Obama announced Friday that he is plowing ahead with the potential sanctions, which could affect U.S. allies in Asia and Europe, as part of a deepening campaign to starve Iran of money for its disputed nuclear program.
The sanctions aim to further isolate Iran's central bank, which processes nearly all of the Iran's oil purchases, from the global economy. Obama's move clears the way for the U.S. to penalize foreign financial institutions that do oil business with Iran by barring them from having a U.S.-based affiliate or doing business here.
Obama's goal is to tighten the pressure on Iran, not allies, and already the administration exempted 10 European Union countries and Japan from the threat of sanctions because they cut their oil purchases from Iran. Other nations have about three months to significantly reduce such imports before sanctions would kick in.
Foreign Ministry officials in South Korea said Saturday that they expect to reach an agreement with Washington by late June on reducing oil imports from Iran. The officials declined to be named because discussions were still under way.
South Korea has already restricted financial dealings with more than 200 groups and individuals with suspected links to Iran's nuclear program. Seoul relies on Iran for up to 10 percent of its oil.
Energy-starved India, which relies on Iranian oil for 12 percent for its power needs, has said that while it would accept U.N. sanctions against Iran, it does not heed unilateral sanctions such as those imposed by the U.S. and EU.
Nevertheless, New Delhi has not remained completely immune to sanction pressures and is slowly easing its dependence on Iranian oil, with a slow decline in Iranian oil imports. The Western sanctions also have made it harder for Indian companies to pay for Iranian oil, with international banks unwilling to handle transactions from Tehran.
In February, India irked the West by arranging to make 45 percent of its yearly $11 billion oil payments to Iran in Indian rupees, with the rest paid in a barter system as Tehran seeks Indian-made machinery, iron and steel, minerals and automobiles. Barter might also be in wheat, soybean and
The government has said simply that India needs the Iranian crude, noting that its aging refineries are configured for Iranian crude, and retrofitting them would be costly.
On Thursday, India along with its BRICS bloc partners China, Russia, Brazil and South Africa said they believed negotiations were the best way to resolve worries over Iran's nuclear program, while also supporting "Iran's right to peaceful uses of nuclear energy."
The U.S. sanctions are set to take effect on June 28. A European oil embargo, approved in January, starts in July.
Put together, Obama administration officials contend Iran is about to face its most severe economic pressure ever.
The United States imports no oil from Iran.
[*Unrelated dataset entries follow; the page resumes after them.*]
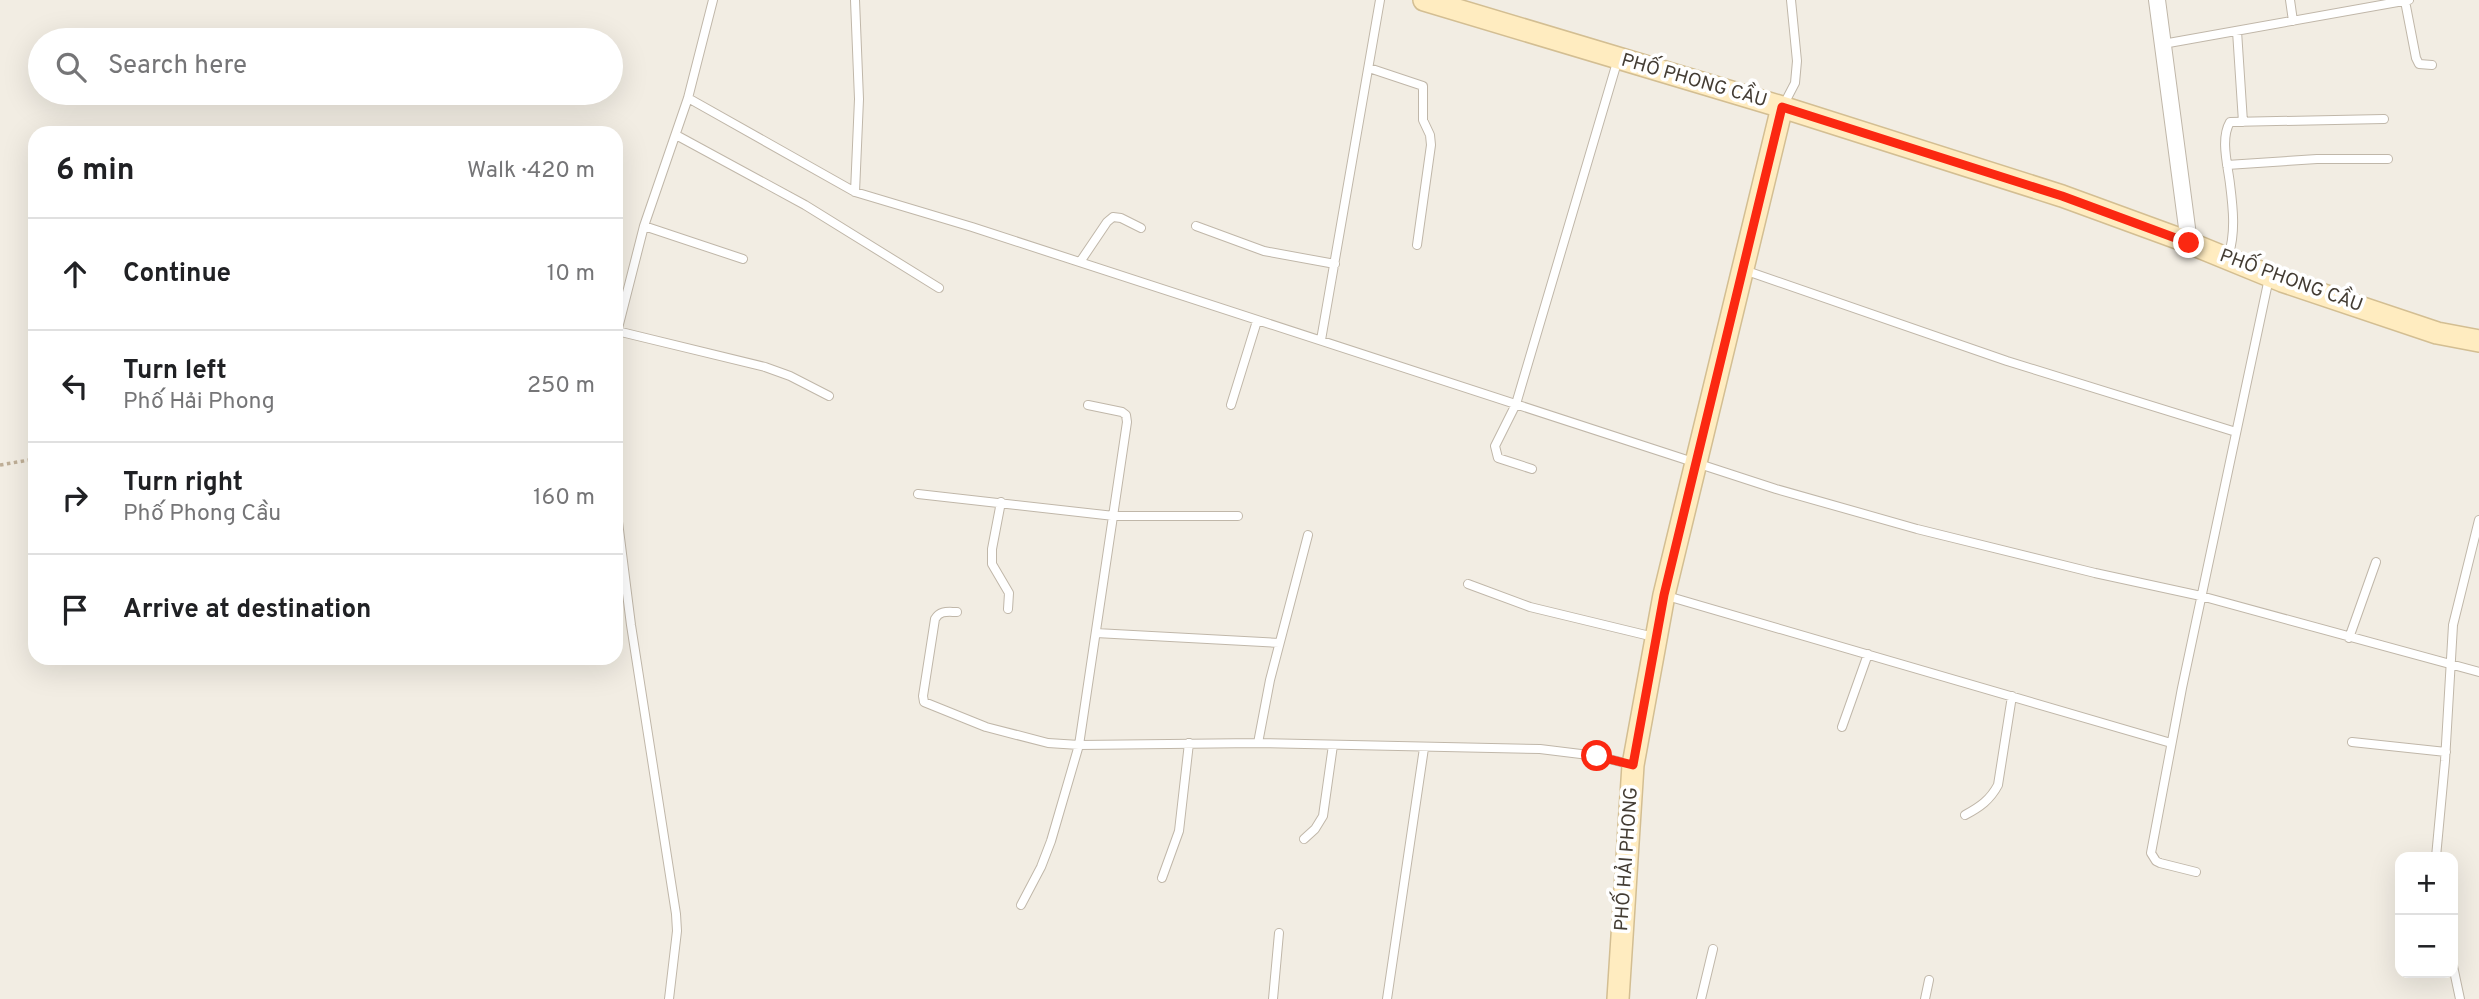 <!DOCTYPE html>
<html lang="en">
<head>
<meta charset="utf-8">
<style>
  body { margin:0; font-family:Overpass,sans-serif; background:#f6f6f6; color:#202124 }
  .controls { position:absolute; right:21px; bottom:21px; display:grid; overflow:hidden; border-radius:14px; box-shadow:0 7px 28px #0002 }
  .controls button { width:63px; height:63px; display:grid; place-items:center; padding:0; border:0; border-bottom:2px solid #e0e0e0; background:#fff; color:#202124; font:35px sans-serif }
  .stop { position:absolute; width:21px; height:21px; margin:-16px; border:5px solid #fb2811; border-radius:50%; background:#fff }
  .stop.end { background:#fb2811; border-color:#fff; box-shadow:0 2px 7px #0008 }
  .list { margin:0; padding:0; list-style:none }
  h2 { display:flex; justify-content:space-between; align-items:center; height:91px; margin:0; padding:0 28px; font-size:30px }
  h2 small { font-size:23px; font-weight:400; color:#757577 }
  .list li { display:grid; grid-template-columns:46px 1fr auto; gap:21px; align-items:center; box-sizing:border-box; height:112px; padding:0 28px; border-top:2px solid #e0e0e0 }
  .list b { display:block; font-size:26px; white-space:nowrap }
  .list p { margin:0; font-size:23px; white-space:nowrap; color:#757577 }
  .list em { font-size:23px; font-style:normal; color:#757577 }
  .icon { flex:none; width:38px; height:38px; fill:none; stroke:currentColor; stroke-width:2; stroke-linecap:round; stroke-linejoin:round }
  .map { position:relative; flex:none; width:2479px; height:999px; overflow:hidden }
  .search { position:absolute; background:#fff; box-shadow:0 7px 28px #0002; left:28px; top:28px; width:595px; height:77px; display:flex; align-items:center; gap:18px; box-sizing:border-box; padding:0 24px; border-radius:38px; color:#757577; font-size:26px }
  .panel { position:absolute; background:#fff; box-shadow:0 7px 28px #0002; left:28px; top:126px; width:595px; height:539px; border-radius:21px }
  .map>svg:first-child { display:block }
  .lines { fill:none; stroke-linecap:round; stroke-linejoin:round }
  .lane-casing { stroke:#c0b7a9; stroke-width:10 }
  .street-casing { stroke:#c0b7a9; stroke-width:18 }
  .secondary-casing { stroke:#d3be92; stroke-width:24 }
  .path { stroke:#bfaf97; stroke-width:3.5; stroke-dasharray:3.5 3.5; stroke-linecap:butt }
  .lane { stroke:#fff; stroke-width:8 }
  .street { stroke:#fff; stroke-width:16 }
  .secondary { stroke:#ffecc0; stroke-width:21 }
  .route { stroke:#fb2811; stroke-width:9 }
  .labels { text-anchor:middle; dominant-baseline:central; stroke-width:7; stroke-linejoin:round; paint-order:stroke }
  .street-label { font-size:19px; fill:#433c33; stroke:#fff }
</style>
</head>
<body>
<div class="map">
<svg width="2479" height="999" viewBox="0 0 2479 999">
  <rect width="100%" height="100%" fill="#f2ede3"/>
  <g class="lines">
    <g class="lane-casing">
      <path id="lane" d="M2290,0L2293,21
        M2405,1L2416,58L2419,64L2432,65
        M2237,31L2243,122
        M2163,44L2409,0
        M1369,68L1423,86V120L1430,135L1431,145L1417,245
        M688,98L855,192L972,227L1776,489L1917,529L2095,573L2201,596L2479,672
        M1783,106L1795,83L1797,61L1791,0
        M676,135L805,205L939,288
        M2227,165L2317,159H2388
        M855,192L859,99L855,0
        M644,226L743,259
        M1196,226L1264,251L1335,264
        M2228,257C2236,233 2233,208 2230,184C2228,166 2220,139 2230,122L2384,119
        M1080,262L1107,222L1113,217L1121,218L1141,228
        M1744,270L2007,361L2236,432
        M617,331L765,367L790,376L829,396
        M616,336L644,226L688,98L713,0
        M1321,340L1380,0
        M1231,405L1257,321
        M1532,469L1498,458L1495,446L1516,404L1618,59
        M918,494L1114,516H1238
        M1001,502L992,549V564L1009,593L1008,609
        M616,506L631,625L676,914L677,931L669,999
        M1468,584L1530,607L1654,637
        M1667,596L2171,743
        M957,612C948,612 940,610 935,619L923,696L924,702L986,727L1048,743L1079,745L1258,743L1540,749L1597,756L1633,765
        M1096,633L1279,643
        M2349,638L2376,562
        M1842,727L1868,654
        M2352,742L2446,752
        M1258,743L1270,680L1308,535
        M1965,815C1980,807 1990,800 1998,785L2012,696
        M1304,839L1315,829L1323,816L1333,745
        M2436,857L2445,761L2453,625L2479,520
        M2196,872L2160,863L2156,861L2151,853L2182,688L2269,278
        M1162,878L1179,831L1189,743
        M1021,905L1041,867L1051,841L1079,745L1127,422L1126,415L1122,412L1088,405
        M2453,966L2460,999
        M1273,999L1279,933
        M1387,999L1424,748
        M1701,999L1713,949
        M1925,999L1929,980"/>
    </g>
    <g class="street-casing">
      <path id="street" d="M2157,0L2189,243"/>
    </g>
    <g class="secondary-casing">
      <path id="secondary" d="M1424,0L1782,107L2062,196L2177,238L2282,281L2437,333L2479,341
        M1618,999L1633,765L1664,595L1782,107"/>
    </g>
    <path class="path" d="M0,465L35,459"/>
    <use href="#lane" class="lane"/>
    <use href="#street" class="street"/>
    <use href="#secondary" class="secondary"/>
  </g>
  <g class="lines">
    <path class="route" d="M1597,756L1633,765L1664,595L1782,107L2062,196L2189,243"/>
  </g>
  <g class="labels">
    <g class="street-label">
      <text transform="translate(1694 81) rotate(16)">PHỐ PHONG CẦU</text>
      <text transform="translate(2291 281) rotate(20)">PHỐ PHONG CẦU</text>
      <text transform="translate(1627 859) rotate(-86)">PHỐ HẢI PHONG</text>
    </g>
  </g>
</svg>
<div class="controls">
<button>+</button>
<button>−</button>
</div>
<div class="stop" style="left:1597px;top:756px"></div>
<div class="stop end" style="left:2189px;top:243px"></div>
<div class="search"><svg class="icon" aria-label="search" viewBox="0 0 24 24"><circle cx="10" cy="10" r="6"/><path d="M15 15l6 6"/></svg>Search here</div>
<section class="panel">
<h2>6 min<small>Walk · 420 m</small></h2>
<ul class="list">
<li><svg class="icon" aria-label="ahead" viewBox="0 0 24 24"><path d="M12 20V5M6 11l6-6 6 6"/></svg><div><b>Continue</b></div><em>10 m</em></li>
<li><svg class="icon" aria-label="left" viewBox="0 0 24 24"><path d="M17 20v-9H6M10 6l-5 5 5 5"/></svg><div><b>Turn left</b><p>Phố Hải Phong</p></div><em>250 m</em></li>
<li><svg class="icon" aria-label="right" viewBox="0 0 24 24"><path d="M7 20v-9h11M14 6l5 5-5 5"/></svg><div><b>Turn right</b><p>Phố Phong Cầu</p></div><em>160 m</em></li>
<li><svg class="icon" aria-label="arrive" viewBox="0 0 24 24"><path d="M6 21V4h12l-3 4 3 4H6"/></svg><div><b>Arrive at destination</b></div></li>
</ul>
</section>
</div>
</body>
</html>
The main importers of Iranian oil that have not received exemptions from the U.S. are China, India, Turkey, South Africa and South Korea. The administration would be loath to hit a close friend like South Korea or India, or a NATO ally like Turkey, with sanctions, and is working with those countries to reduce their imports.
Turkey announced Friday it was shrinking oil imports from Iran by 20 percent, apparently bowing to pressure from the United States and the sanctions threat.
U.S. officials hope ratcheting up economic pressure will both push Iran to abandon its nuclear program and convince Israel to give sanctions time to take hold before pursuing a military strike on Iran's nuclear facilities.
The U.S. and allies believe that Iran is pursuing a nuclear bomb; Iran denies that.